### Your assignment:
For the material that follows, list every line containing the word "data".
--- The input Enclosed Below ---
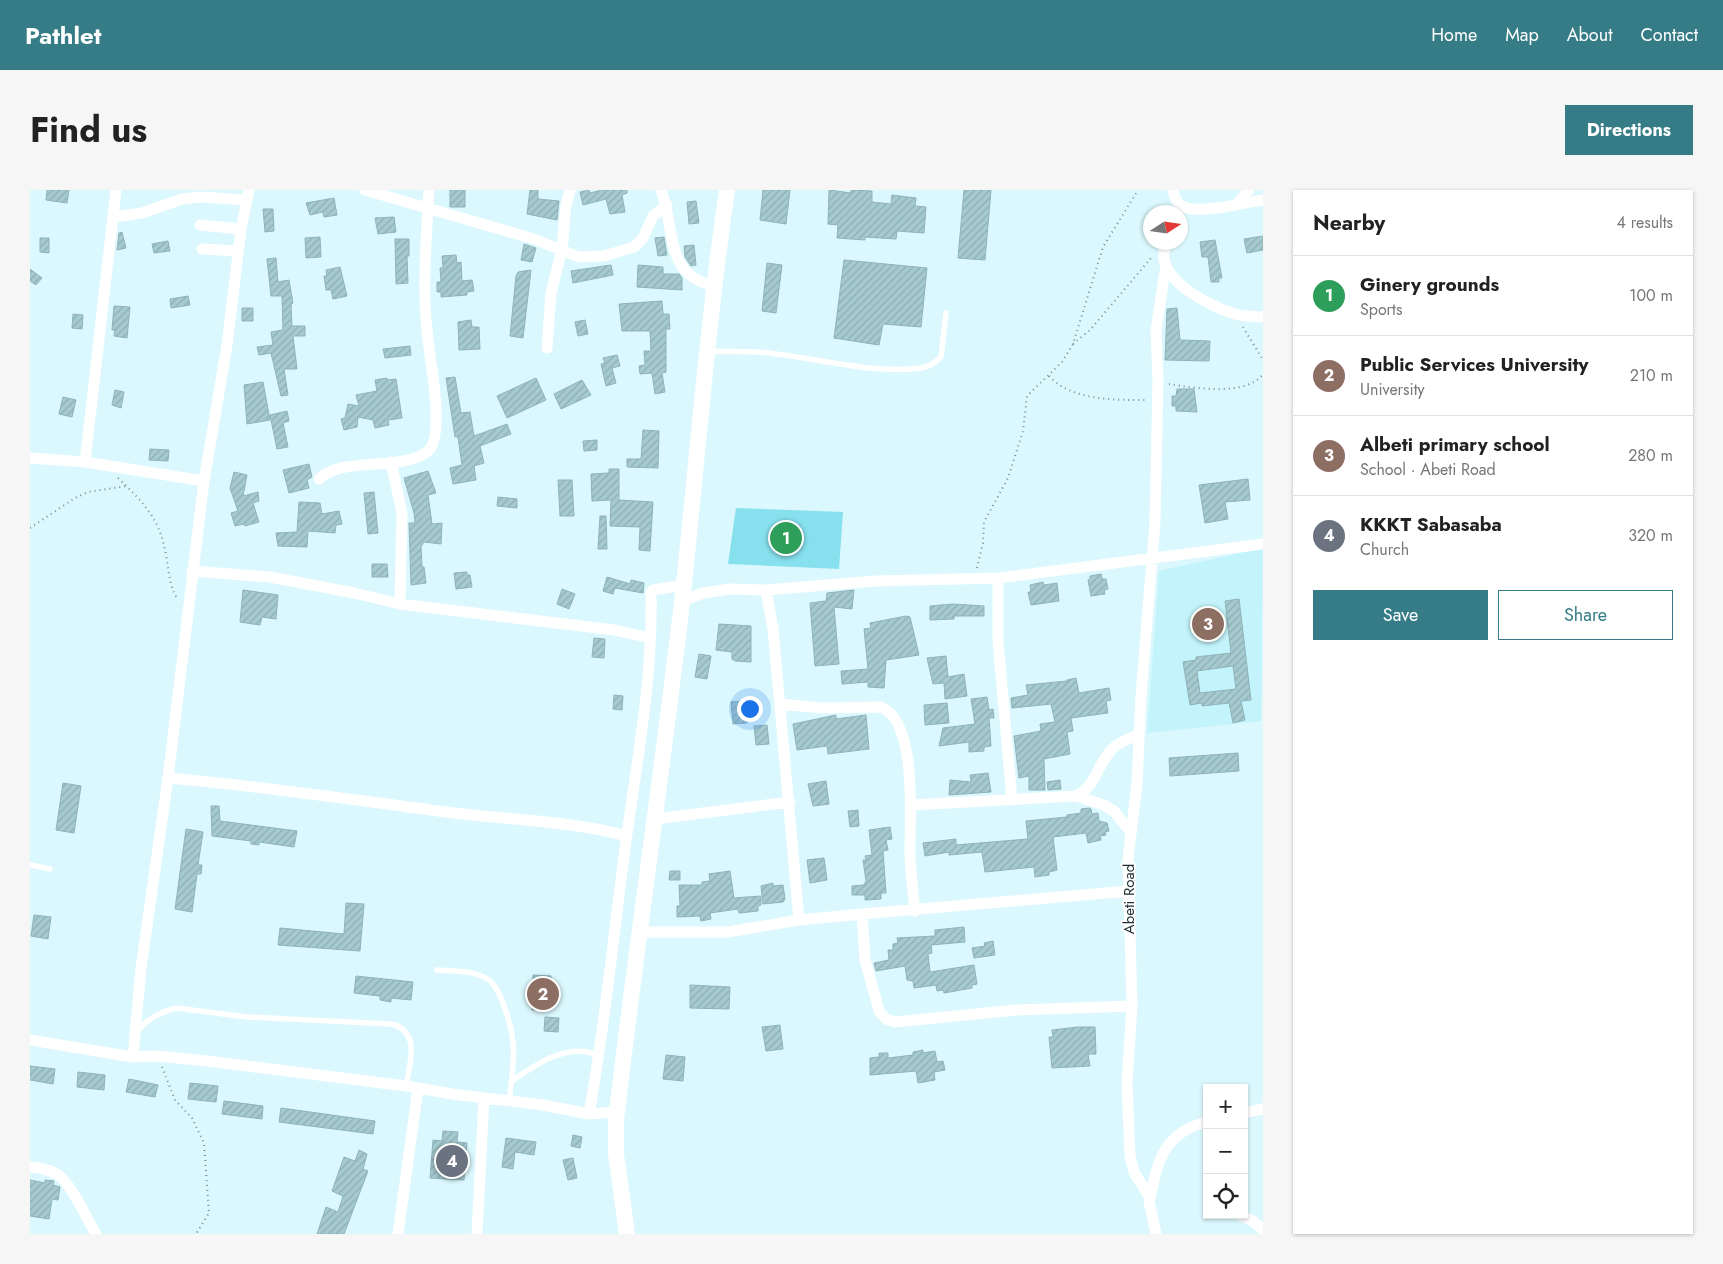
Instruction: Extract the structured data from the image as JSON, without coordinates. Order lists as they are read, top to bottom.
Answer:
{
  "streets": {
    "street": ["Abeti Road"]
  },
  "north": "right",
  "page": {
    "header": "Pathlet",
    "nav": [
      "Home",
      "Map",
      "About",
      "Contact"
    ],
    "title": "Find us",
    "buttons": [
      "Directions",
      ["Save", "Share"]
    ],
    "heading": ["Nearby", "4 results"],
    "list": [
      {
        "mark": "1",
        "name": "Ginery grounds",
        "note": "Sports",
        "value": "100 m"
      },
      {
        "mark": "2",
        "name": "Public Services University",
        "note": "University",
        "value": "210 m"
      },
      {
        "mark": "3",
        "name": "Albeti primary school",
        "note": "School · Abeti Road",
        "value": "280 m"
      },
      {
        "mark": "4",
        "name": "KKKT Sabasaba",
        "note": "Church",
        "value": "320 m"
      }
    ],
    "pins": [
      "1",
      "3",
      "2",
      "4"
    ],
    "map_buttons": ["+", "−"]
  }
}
--- End of Enclosed The input ---
--- The input Enclosed Below ---
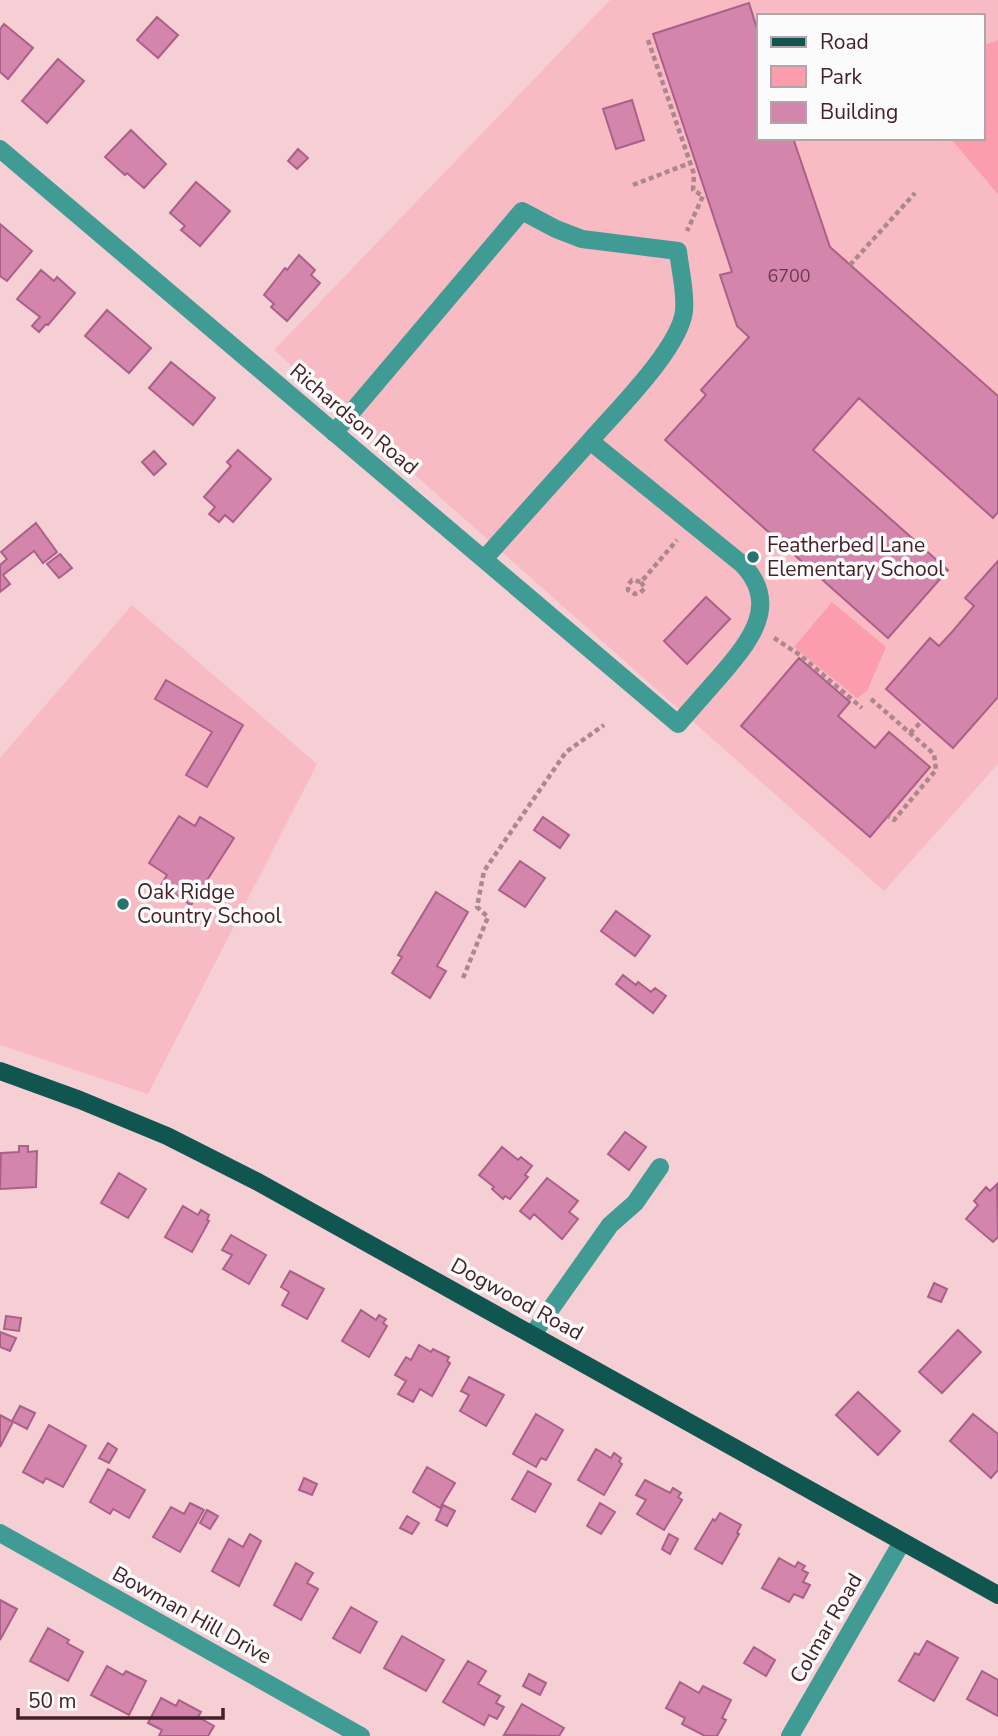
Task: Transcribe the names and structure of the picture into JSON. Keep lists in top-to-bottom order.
--- End of Enclosed The input ---
--- The input Enclosed Below ---
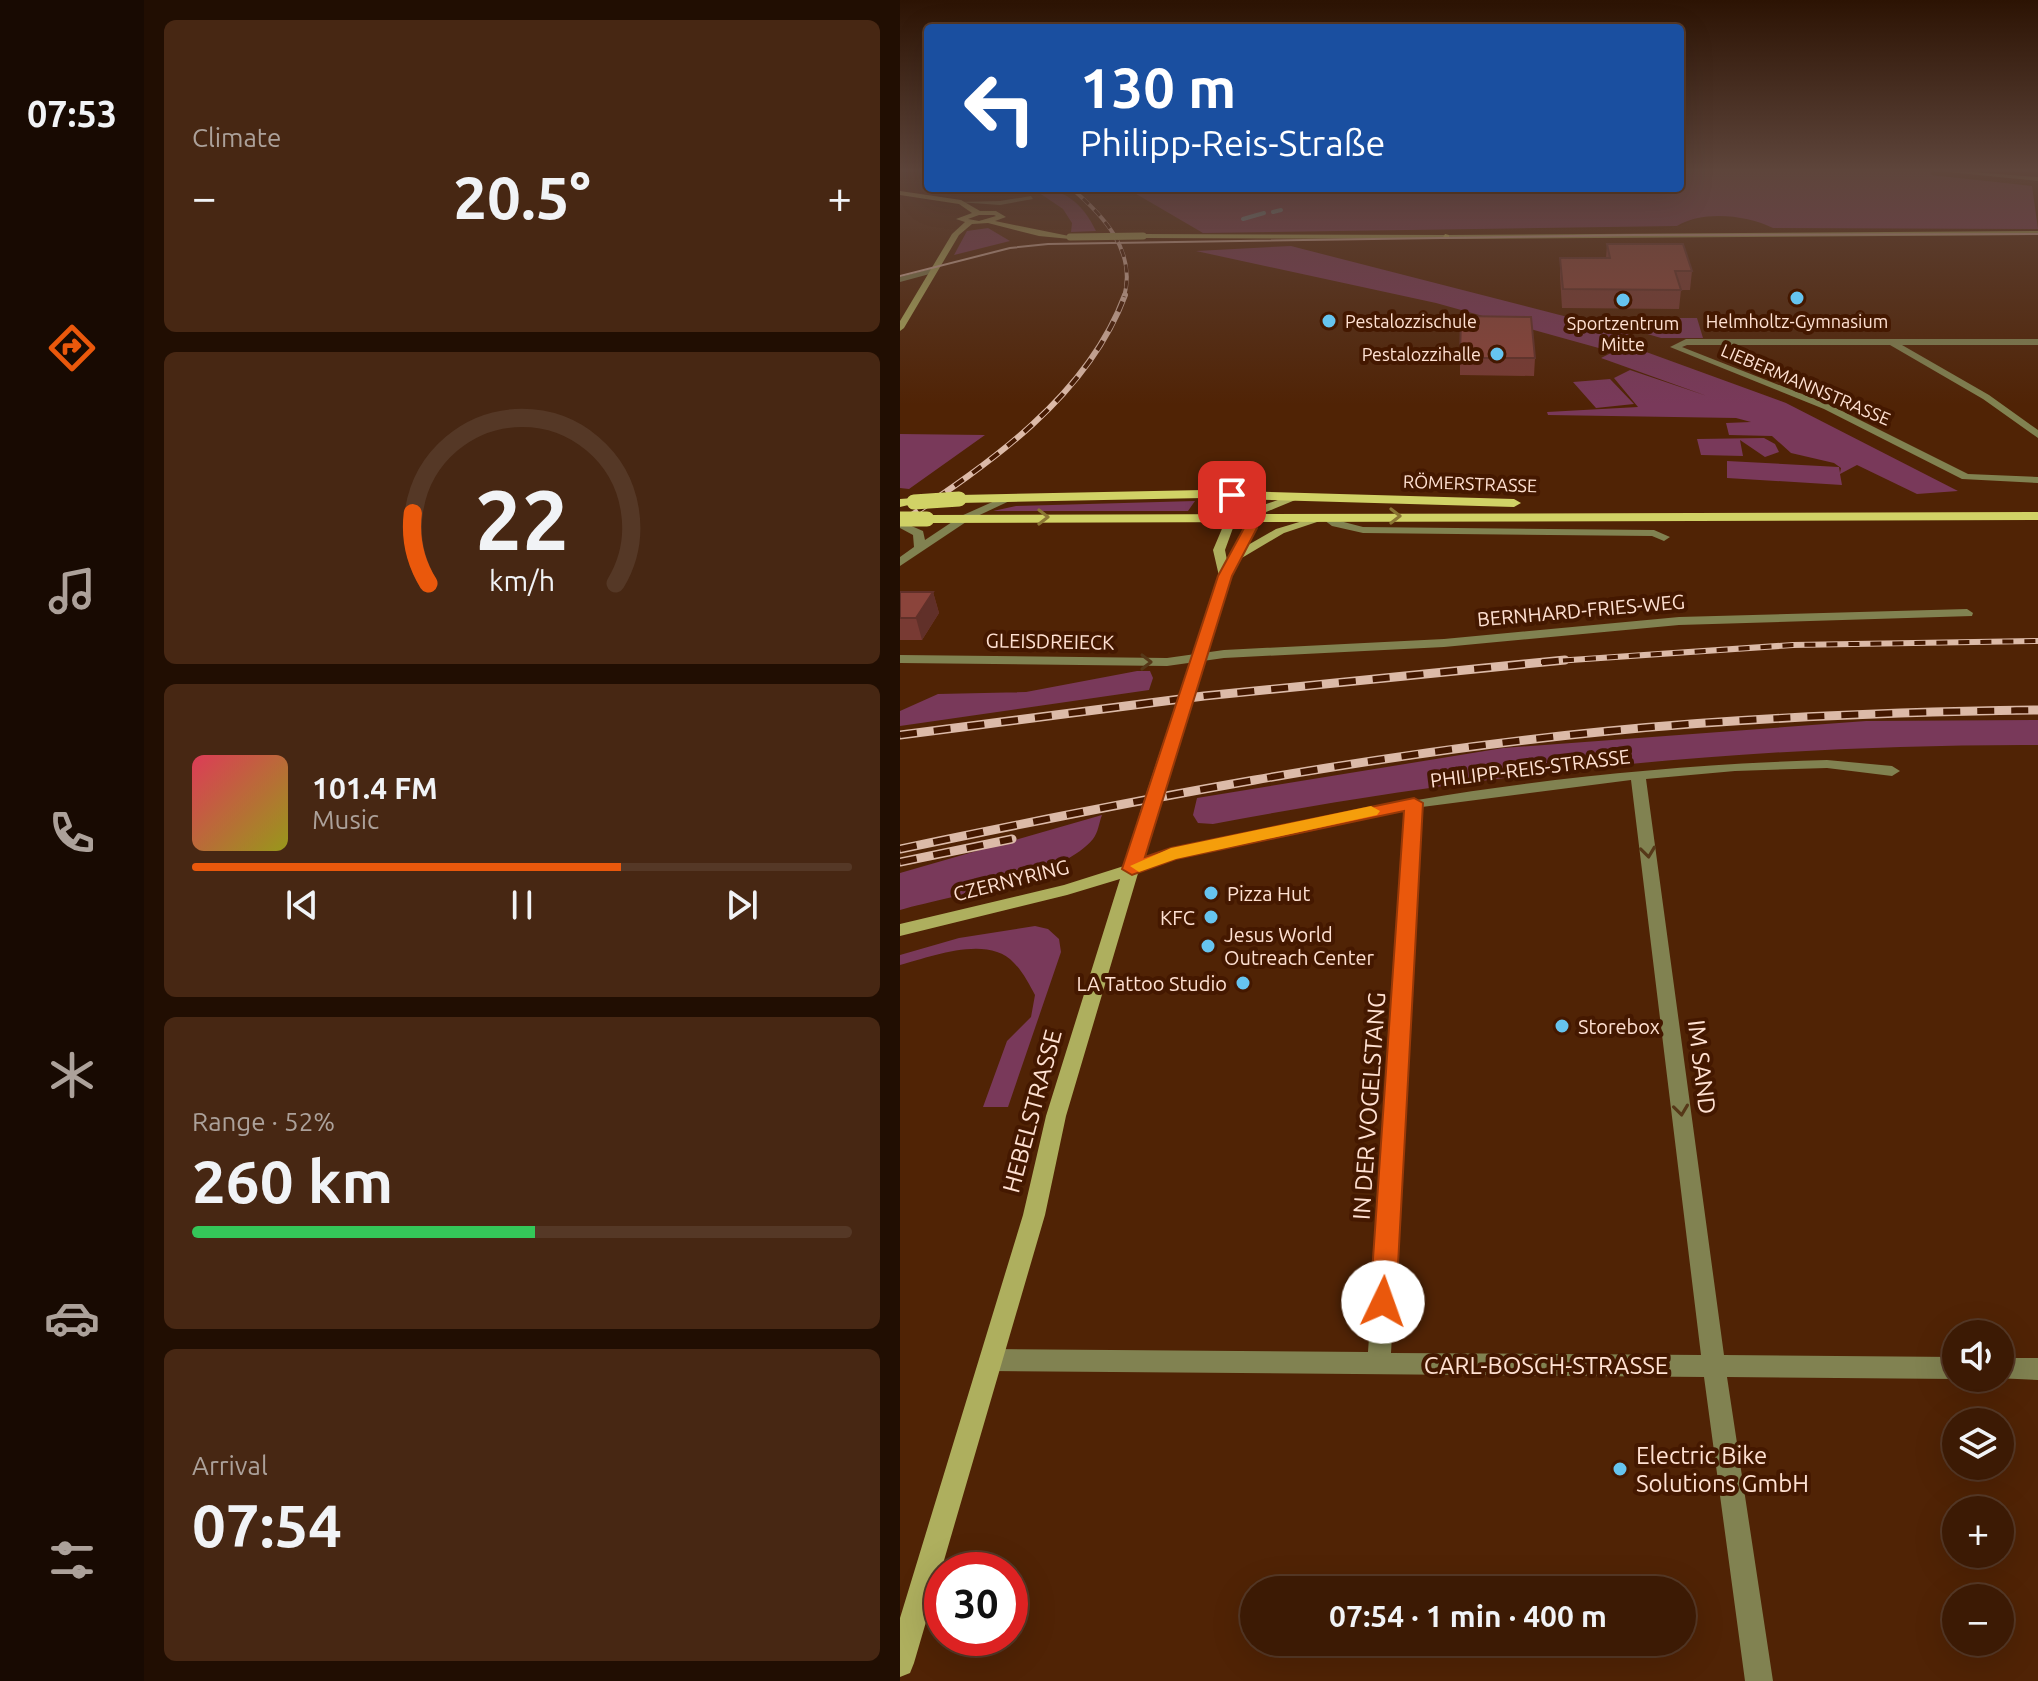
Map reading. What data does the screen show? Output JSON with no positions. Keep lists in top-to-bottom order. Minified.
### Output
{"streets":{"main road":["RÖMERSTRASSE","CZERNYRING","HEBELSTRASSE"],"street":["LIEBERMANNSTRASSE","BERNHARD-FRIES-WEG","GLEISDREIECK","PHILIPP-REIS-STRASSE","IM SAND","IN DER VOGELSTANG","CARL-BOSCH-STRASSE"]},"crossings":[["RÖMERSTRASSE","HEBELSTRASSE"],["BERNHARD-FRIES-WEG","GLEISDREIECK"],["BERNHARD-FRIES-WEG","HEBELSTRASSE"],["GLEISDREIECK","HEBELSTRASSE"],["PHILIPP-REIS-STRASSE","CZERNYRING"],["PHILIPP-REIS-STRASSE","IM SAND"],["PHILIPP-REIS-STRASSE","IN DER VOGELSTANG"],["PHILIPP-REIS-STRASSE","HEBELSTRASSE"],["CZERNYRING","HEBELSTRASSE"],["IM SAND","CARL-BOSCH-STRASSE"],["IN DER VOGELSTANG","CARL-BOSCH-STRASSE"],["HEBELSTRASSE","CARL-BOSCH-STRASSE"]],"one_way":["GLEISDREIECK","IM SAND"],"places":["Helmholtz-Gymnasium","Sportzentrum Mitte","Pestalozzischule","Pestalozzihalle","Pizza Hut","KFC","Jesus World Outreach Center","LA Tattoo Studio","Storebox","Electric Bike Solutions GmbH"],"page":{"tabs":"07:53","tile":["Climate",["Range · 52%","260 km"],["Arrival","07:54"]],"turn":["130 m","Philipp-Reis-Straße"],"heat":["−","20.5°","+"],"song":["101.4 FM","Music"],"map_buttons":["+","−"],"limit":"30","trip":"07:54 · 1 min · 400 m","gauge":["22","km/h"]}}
--- End of Enclosed The input ---
### Output of the exercise:
Instruction: Extract the structured data from the image as JSON, without coordinates. Order lists as they are read, top to bottom.
Map reading. What data does the screen show? Output JSON with no positions. Keep lists in top-to-bottom order. Minified.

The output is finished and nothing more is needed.